Dataset entries:
****************
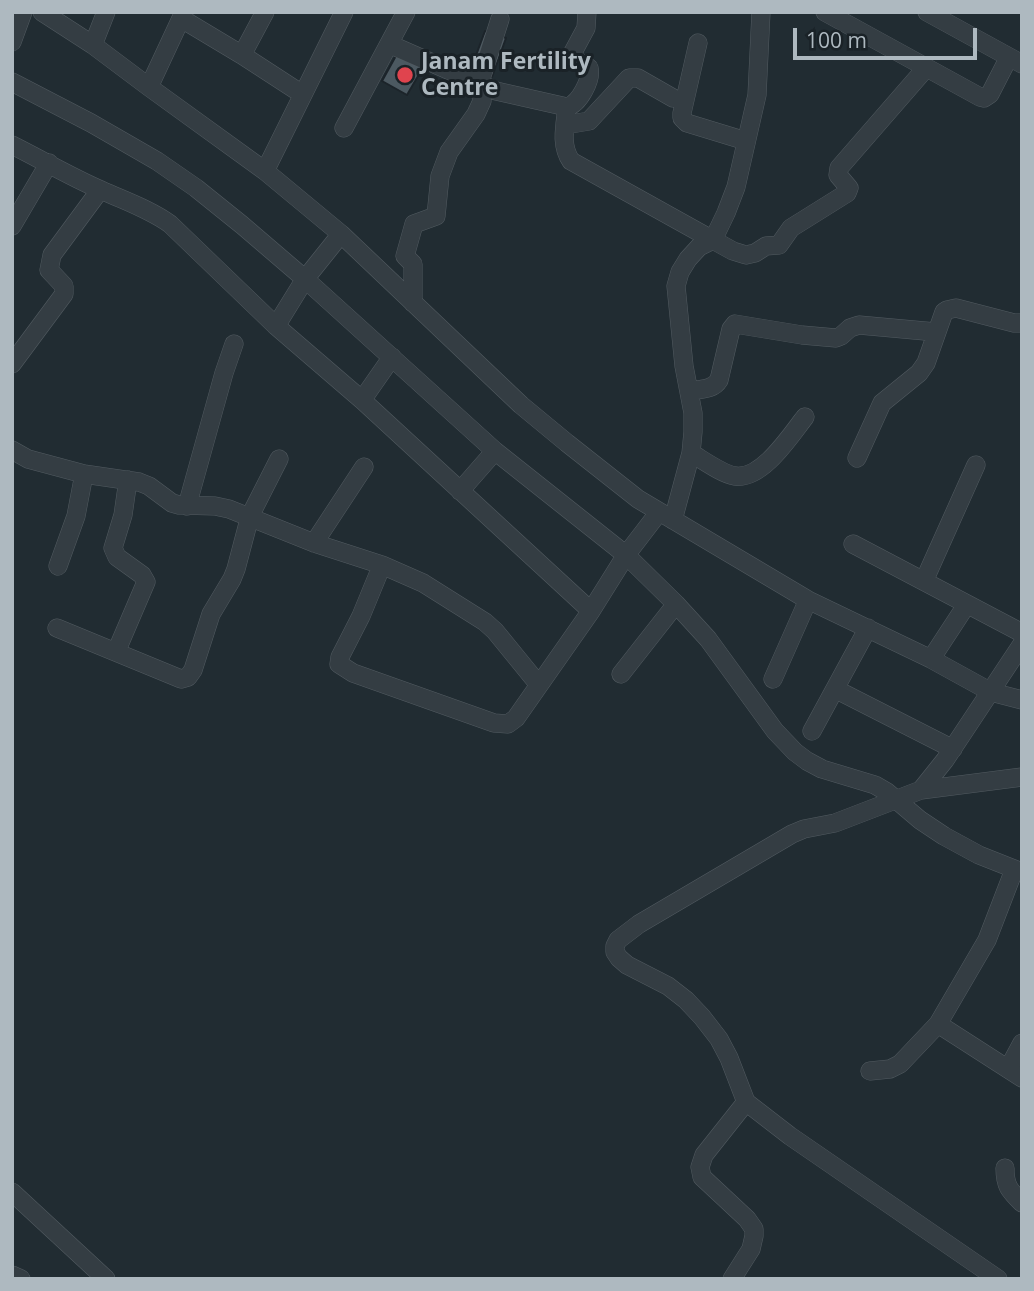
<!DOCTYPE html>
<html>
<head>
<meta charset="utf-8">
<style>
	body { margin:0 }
	#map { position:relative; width:1034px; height:1291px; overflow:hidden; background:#212c32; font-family:"Open Sans",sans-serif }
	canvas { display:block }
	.frame { position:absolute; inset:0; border:14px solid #aeb9c0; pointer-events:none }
	.scale { position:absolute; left:793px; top:28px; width:184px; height:32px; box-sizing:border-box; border:4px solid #aeb9c0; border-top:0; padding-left:9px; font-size:21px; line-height:24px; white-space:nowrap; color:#aeb9c0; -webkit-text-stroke:5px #1a2227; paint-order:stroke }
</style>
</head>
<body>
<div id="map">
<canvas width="1034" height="1291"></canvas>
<div class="frame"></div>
<div class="scale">100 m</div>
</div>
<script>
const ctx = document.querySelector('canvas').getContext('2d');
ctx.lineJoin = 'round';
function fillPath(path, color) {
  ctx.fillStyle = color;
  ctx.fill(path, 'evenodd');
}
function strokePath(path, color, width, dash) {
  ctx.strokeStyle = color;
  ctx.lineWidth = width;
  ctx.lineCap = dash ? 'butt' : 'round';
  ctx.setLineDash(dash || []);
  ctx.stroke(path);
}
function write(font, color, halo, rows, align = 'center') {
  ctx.font = font + ' "Open Sans",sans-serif';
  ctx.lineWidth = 6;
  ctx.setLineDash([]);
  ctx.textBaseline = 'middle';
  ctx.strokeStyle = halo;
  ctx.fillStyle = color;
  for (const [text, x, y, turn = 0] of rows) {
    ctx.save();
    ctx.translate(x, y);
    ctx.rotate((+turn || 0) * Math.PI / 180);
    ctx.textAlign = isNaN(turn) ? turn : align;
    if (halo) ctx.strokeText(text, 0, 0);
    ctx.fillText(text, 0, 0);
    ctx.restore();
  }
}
const building = new Path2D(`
	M485,31L506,38L492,77L471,69Z
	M403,43L435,61L428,75L421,71L407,95L382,81Z`);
const minor = new Path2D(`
	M42,12L93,45L149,87L265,171L341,234L521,405L567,443L638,499L808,600L931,659L991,692L1022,700
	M761,12L757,95L736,187L726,213L713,240L733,251L746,255L755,253L766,246L779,245L791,228L847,193L849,188L838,175L839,168L926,68
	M825,12L980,97L984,98L990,94L1009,57
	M927,12L1022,64
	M182,19L242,55L302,94
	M12,42L23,12
	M698,43L682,113V118L687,123L746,141
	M389,44L496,91L567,107C579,104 592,80 589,68L574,59L572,54L586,28L587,12
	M93,45L106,12
	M242,55L265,12
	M12,82L91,123L157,161L196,188L242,225L305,279L495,451L626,555L676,604L708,639L775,731L795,752L807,761L822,769L875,785L887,792L920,820L944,836L979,855L1022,872
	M149,87L184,12
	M567,107C565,126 560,145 571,161L713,240
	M565,125L589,121L629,78H638L673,98
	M344,128L406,12
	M12,145C42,160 71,177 101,190C125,201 149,209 170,224L276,326L362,400L591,611
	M265,171L344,12
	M12,226L49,163
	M413,303V264L405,256L414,224L436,216L440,176L449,152L476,114L482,101L479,85L500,19
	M276,326L305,279L341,234
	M12,364L64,294V286L49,270L52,255L100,190
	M690,391C700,389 713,390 719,380L731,329L735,324L802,335L836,338L841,336L850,328L859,325L936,332
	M362,400L392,357
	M12,450L28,459L84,474L139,482L149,486L172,503L179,505L215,506L229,509L314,543L382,565L423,583L485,622L495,631L539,685
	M691,453C703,460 722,474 735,476C762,480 790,436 805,417
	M857,458L882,403L919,373L926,363L944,312L947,310L956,308L1014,323H1022
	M460,491L495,451
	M187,506L224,373L234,344
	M673,520L691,453L693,432V413L684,366L676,286L680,272L688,259L699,247L713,240
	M314,543L364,467
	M853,544L1022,633
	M382,565L361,616L340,657L339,664L353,673L494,723L508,724L516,718L591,611L626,555L659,512
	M58,566L76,516L84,474
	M924,581L976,465
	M57,628L181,679L188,677L193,670L211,614L232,579L236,569L250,516L279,459
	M116,652L146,582L142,575L117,557L113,548L123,515L128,480
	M931,659L967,604
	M621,674L676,604
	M773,679L808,600
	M835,689L953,749
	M812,731L868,628
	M921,790L945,760L1022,644
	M938,1024L1022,1078
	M1008,1069L1022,1043
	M870,1071L890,1069L900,1064L938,1024L987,940L1014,870
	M1005,1168C1005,1186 1009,1190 1022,1203
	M12,1192L106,1279
	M12,1275L21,1279
	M732,1279L751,1249L754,1236V1229L747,1219L702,1177L700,1167L704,1155L746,1102
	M998,1279L790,1136L746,1102L729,1058L719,1039L702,1017L686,1000L668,986L627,965L619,958L615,952V946L618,940L639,924L792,834L804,829L835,823L921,790L1022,777`);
const markers = [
	[405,75,9,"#e0444e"]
];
const poiNames = [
	["Janam Fertility",421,62],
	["Centre",421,88]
];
fillPath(building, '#4c5961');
strokePath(building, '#1c242a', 2);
strokePath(minor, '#525b61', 19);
strokePath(minor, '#343d43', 18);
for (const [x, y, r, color] of markers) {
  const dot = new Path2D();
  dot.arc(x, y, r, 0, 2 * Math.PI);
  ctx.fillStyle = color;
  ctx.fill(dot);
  strokePath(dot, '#1a2227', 2.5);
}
write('bold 23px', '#aeb9c0', '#1a2227', poiNames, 'left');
</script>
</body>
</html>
****************
[Activity] Reproduce the lines of the entries above from the one with "ctx.lineWidth = width;" to the one with "ctx.textBaseline = 'middle';", both included, exactly and without any other line.

[Answer for the task]
  ctx.lineWidth = width;
  ctx.lineCap = dash ? 'butt' : 'round';
  ctx.setLineDash(dash || []);
  ctx.stroke(path);
}
function write(font, color, halo, rows, align = 'center') {
  ctx.font = font + ' "Open Sans",sans-serif';
  ctx.lineWidth = 6;
  ctx.setLineDash([]);
  ctx.textBaseline = 'middle';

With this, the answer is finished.